The MP for Norfolk, Wodehouse (1714-1777) held no regular commission in the Army but was in fact a politician from the leading local Tory family. As a politician and colonel of militia, he effectively 'shared' the County of Norfolk in friendly partnership with George Townshend MP (later 4th Viscount Townshend), Colonel of the 1st, or Western Regiment of Norfolk Militia.
Wodehouse's neighbours, George Walpole, 3rd Earl of Orford (Lord Lieutenant of Norfolk) and Townshend were the moving forces behind the controversial Militia Bill. The establishment of the militia as a county-based military force soon after the outbreak of the Seven Years' War (1756-1763) owed much to the dissatisfaction of English country gentry with the Hanoverian dynasty. They particularly resented the recent use of German mercenaries to defend England against a threatened French invasion. So it is with immense pride and not a little political triumphalism that Sir Armine gestures to his own regiment, drawn up on the outskirts of Norwich, with the castle and cathedral visible in the far distance.

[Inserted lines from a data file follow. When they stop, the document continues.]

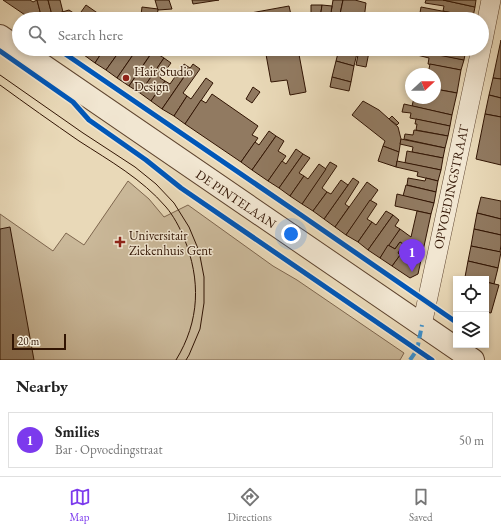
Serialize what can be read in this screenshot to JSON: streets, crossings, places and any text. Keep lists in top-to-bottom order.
{
  "streets": {
    "street": ["OPVOEDINGSTRAAT", "DE PINTELAAN"]
  },
  "crossings": [
    ["OPVOEDINGSTRAAT", "DE PINTELAAN"]
  ],
  "places": {
    "other": ["Hair Studio Design"],
    "health": ["Universitair Ziekenhuis Gent"]
  },
  "scale_bar": "20 m",
  "north": "right",
  "page": {
    "search": "Search here",
    "pins": "1",
    "scale": "20 m",
    "heading": "Nearby",
    "list": [
      {
        "mark": "1",
        "name": "Smilies",
        "note": "Bar · Opvoedingstraat",
        "value": "50 m"
      }
    ],
    "nav": ["Map", "Directions", "Saved"]
  }
}
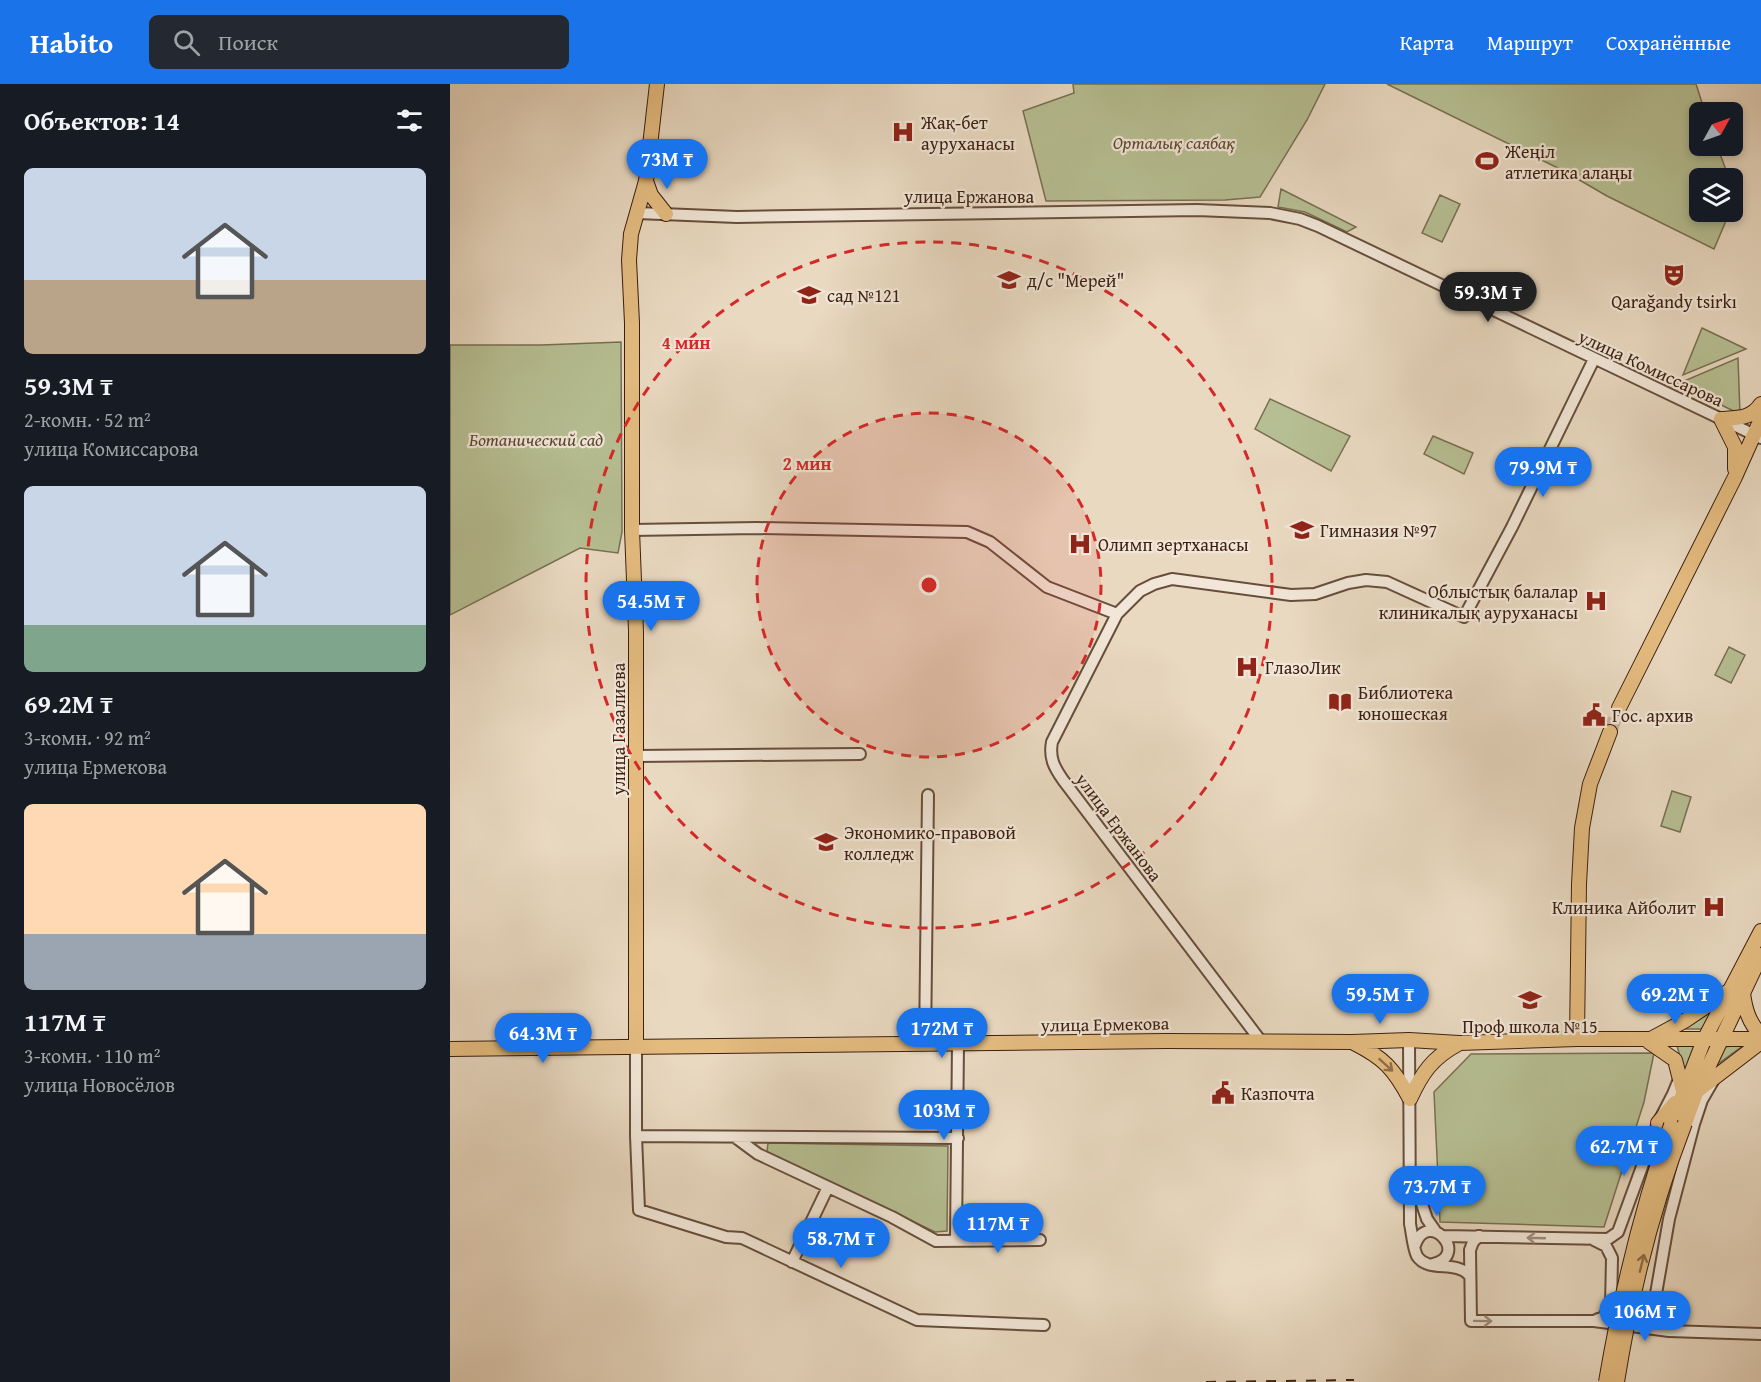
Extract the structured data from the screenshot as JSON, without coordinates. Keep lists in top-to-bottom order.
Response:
{
  "streets": {
    "main road": ["улица Газалиева", "улица Ермекова"],
    "street": ["улица Ержанова", "улица Комиссарова"]
  },
  "crossings": [
    ["улица Ержанова", "улица Комиссарова"],
    ["улица Ержанова", "улица Газалиева"],
    ["улица Ержанова", "улица Ермекова"],
    ["улица Газалиева", "улица Ермекова"]
  ],
  "parks": ["Орталық саябақ", "Ботанический сад"],
  "places": {
    "hospital": [
      "Жақ-бет ауруханасы",
      "Олимп зертханасы",
      "Облыстық балалар клиникалық ауруханасы",
      "ГлазоЛик",
      "Клиника Айболит"
    ],
    "sports": ["Жеңіл атлетика алаңы"],
    "theatre": ["Qarağandy tsirkı"],
    "school or university": [
      "д/с \"Мерей\"",
      "сад №121",
      "Гимназия №97",
      "Экономико-правовой колледж",
      "Проф школа №15"
    ],
    "library": ["Библиотека юношеская"],
    "public building": ["Гос. архив", "Казпочта"]
  },
  "north": "top right",
  "page": {
    "header": "Habito",
    "search": "Поиск",
    "nav": ["Карта", "Маршрут", "Сохранённые"],
    "heading": "Объектов: 14",
    "price": [
      "73M ₸",
      "59.3M ₸",
      "79.9M ₸",
      "54.5M ₸",
      "59.5M ₸",
      "69.2M ₸",
      "172M ₸",
      "64.3M ₸",
      "103M ₸",
      "62.7M ₸",
      "73.7M ₸",
      "117M ₸",
      "58.7M ₸",
      "106M ₸"
    ],
    "list": [
      {
        "name": "59.3M ₸",
        "note": "2-комн. · 52 m² · улица Комиссарова"
      },
      {
        "name": "69.2M ₸",
        "note": "3-комн. · 92 m² · улица Ермекова"
      },
      {
        "name": "117M ₸",
        "note": "3-комн. · 110 m² · улица Новосёлов"
      }
    ]
  },
  "rings": ["4 мин", "2 мин"]
}
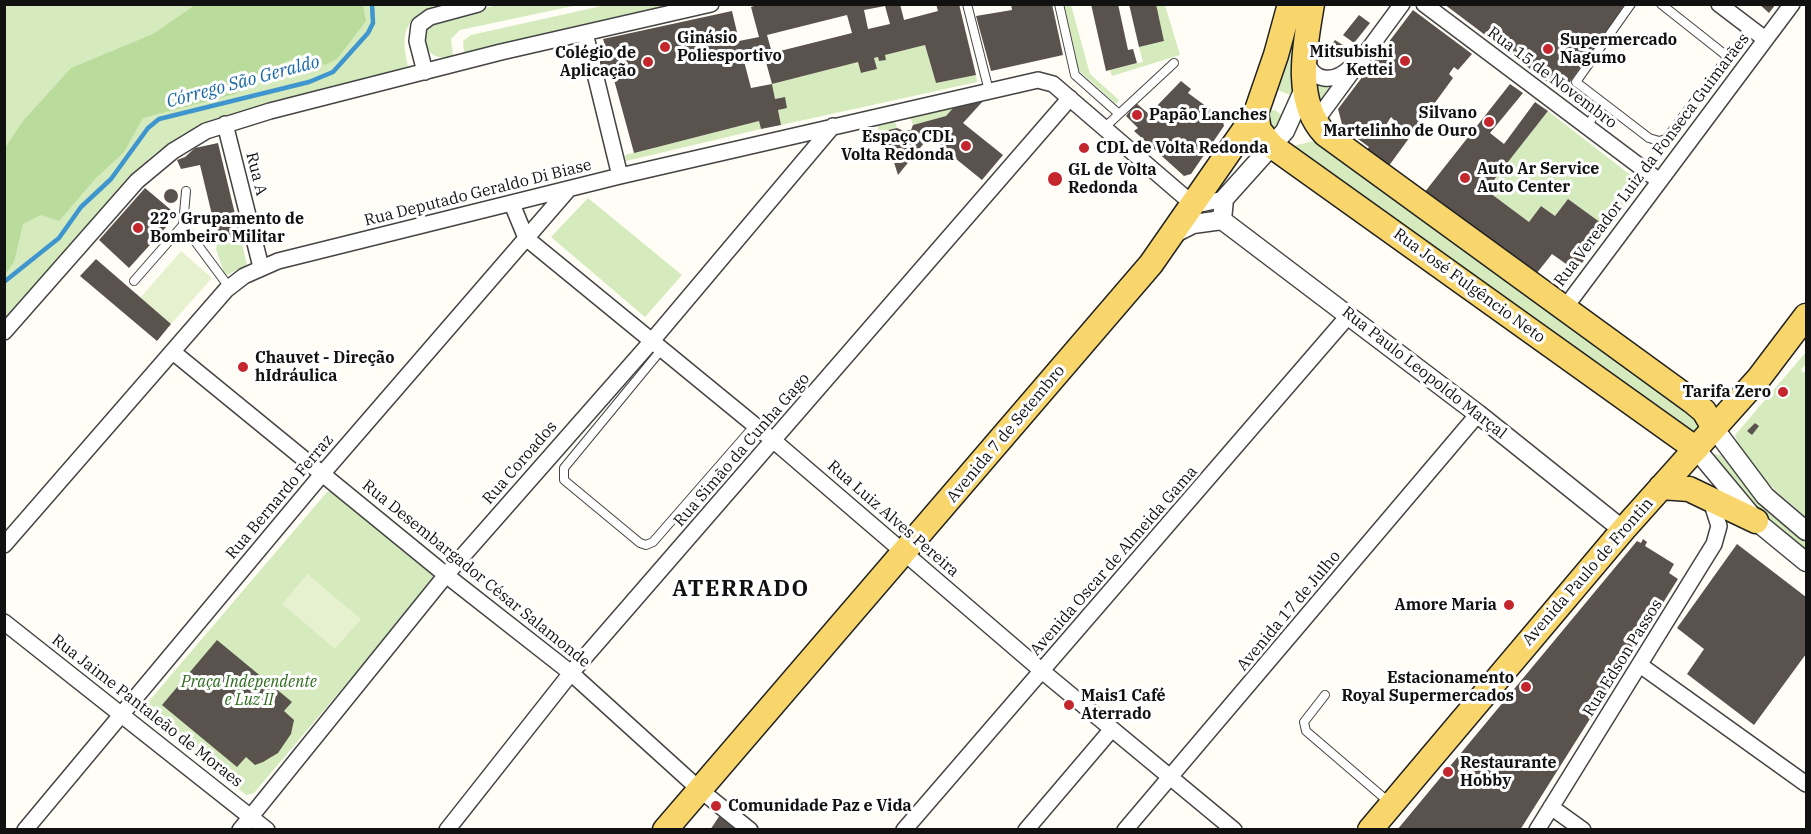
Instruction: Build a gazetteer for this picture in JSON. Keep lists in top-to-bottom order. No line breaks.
{"streets":{"main road":["Rua José Fulgêncio Neto","Avenida 7 de Setembro","Avenida Paulo de Frontin"],"street":["Rua 15 de Novembro","Rua Vereador Luiz da Fonseca Guimarães","Rua A","Rua Deputado Geraldo Di Biase","Rua Paulo Leopoldo Marçal","Rua Simão da Cunha Gago","Rua Coroados","Rua Bernardo Ferraz","Rua Luiz Alves Pereira","Avenida Oscar de Almeida Gama","Rua Desembargador César Salamonde","Avenida 17 de Julho","Rua Edson Passos","Rua Jaime Pantaleão de Moraes"]},"crossings":[["Rua 15 de Novembro","Rua Vereador Luiz da Fonseca Guimarães"],["Rua A","Rua Deputado Geraldo Di Biase"],["Rua Deputado Geraldo Di Biase","Rua Simão da Cunha Gago"],["Rua Deputado Geraldo Di Biase","Rua Coroados"],["Rua Deputado Geraldo Di Biase","Rua Bernardo Ferraz"],["Rua Deputado Geraldo Di Biase","Rua Desembargador César Salamonde"],["Rua José Fulgêncio Neto","Avenida 7 de Setembro"],["Rua José Fulgêncio Neto","Avenida Paulo de Frontin"],["Rua Paulo Leopoldo Marçal","Avenida Oscar de Almeida Gama"],["Rua Paulo Leopoldo Marçal","Avenida Paulo de Frontin"],["Rua Paulo Leopoldo Marçal","Avenida 17 de Julho"],["Avenida 7 de Setembro","Rua Luiz Alves Pereira"],["Avenida 7 de Setembro","Rua Desembargador César Salamonde"],["Rua Simão da Cunha Gago","Rua Luiz Alves Pereira"],["Rua Simão da Cunha Gago","Rua Desembargador César Salamonde"],["Rua Coroados","Rua Luiz Alves Pereira"],["Rua Coroados","Rua Desembargador César Salamonde"],["Rua Coroados","Rua Jaime Pantaleão de Moraes"],["Rua Bernardo Ferraz","Rua Luiz Alves Pereira"],["Rua Bernardo Ferraz","Rua Desembargador César Salamonde"],["Rua Bernardo Ferraz","Rua Jaime Pantaleão de Moraes"],["Rua Luiz Alves Pereira","Avenida Oscar de Almeida Gama"],["Rua Luiz Alves Pereira","Avenida 17 de Julho"]],"districts":["ATERRADO"],"water":["Córrego São Geraldo"],"parks":["Praça Independente e Luz II"],"places":["Ginásio Poliesportivo","Supermercado Nagumo","Mitsubishi Kettei","Colégio de Aplicação","Papão Lanches","Silvano Martelinho de Ouro","Espaço CDL Volta Redonda","CDL de Volta Redonda","Auto Ar Service Auto Center","GL de Volta Redonda","22° Grupamento de Bombeiro Militar","Chauvet - Direção hIdráulica","Tarifa Zero","Amore Maria","Estacionamento Royal Supermercados","Mais1 Café Aterrado","Restaurante Hobby","Comunidade Paz e Vida"]}
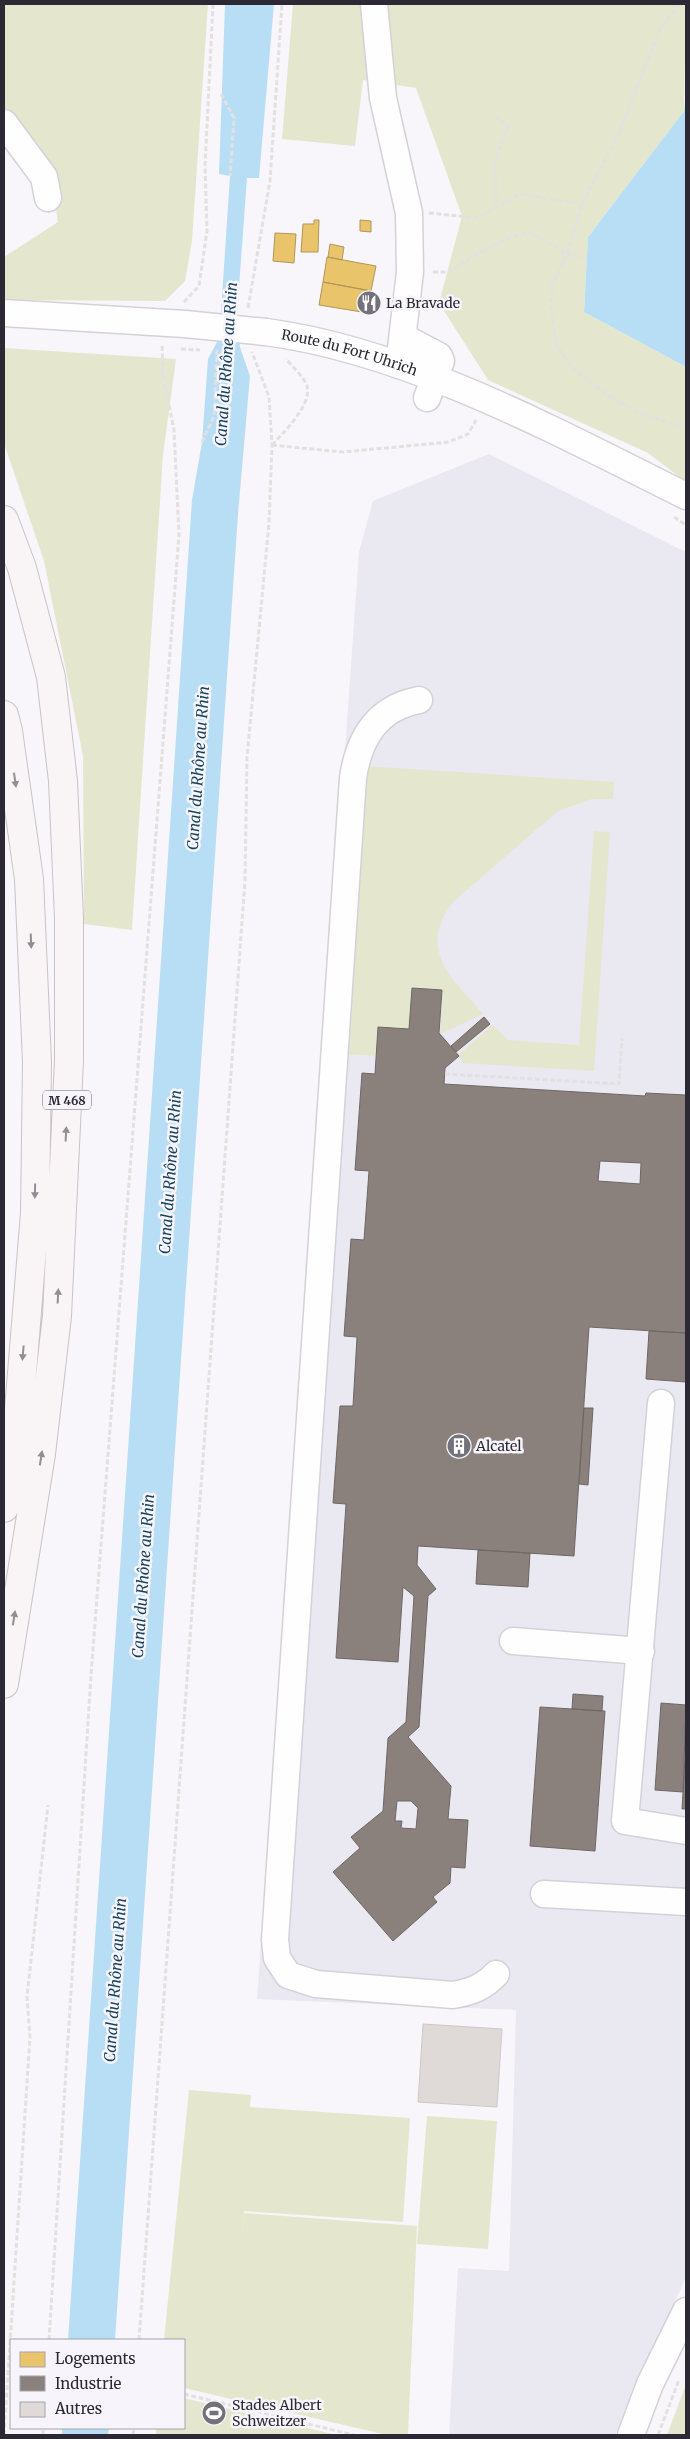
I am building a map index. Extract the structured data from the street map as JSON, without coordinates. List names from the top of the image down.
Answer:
{
  "streets": {
    "main road": ["M 468"],
    "street": ["Route du Fort Uhrich"]
  },
  "water": ["Canal du Rhône au Rhin"],
  "places": {
    "restaurant": ["La Bravade"],
    "building": ["Alcatel"],
    "sports": ["Stades Albert Schweitzer"]
  },
  "legend": ["Logements", "Industrie", "Autres"]
}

On the left of Sir Armine are the tall caps of the grenadier company which always paraded on the right flank.
Swiss by birth, the artist, David Morier, came to England in 1743 and was appointed 'Limner' to the Duke of Cumberland, Commander-in-Chief of the Army, with an annual salary of £100. Morier is principally known for small military portraits and for the series of paintings illustrating the 1751 Royal Warrant, the first official dress regulations (Royal Collection).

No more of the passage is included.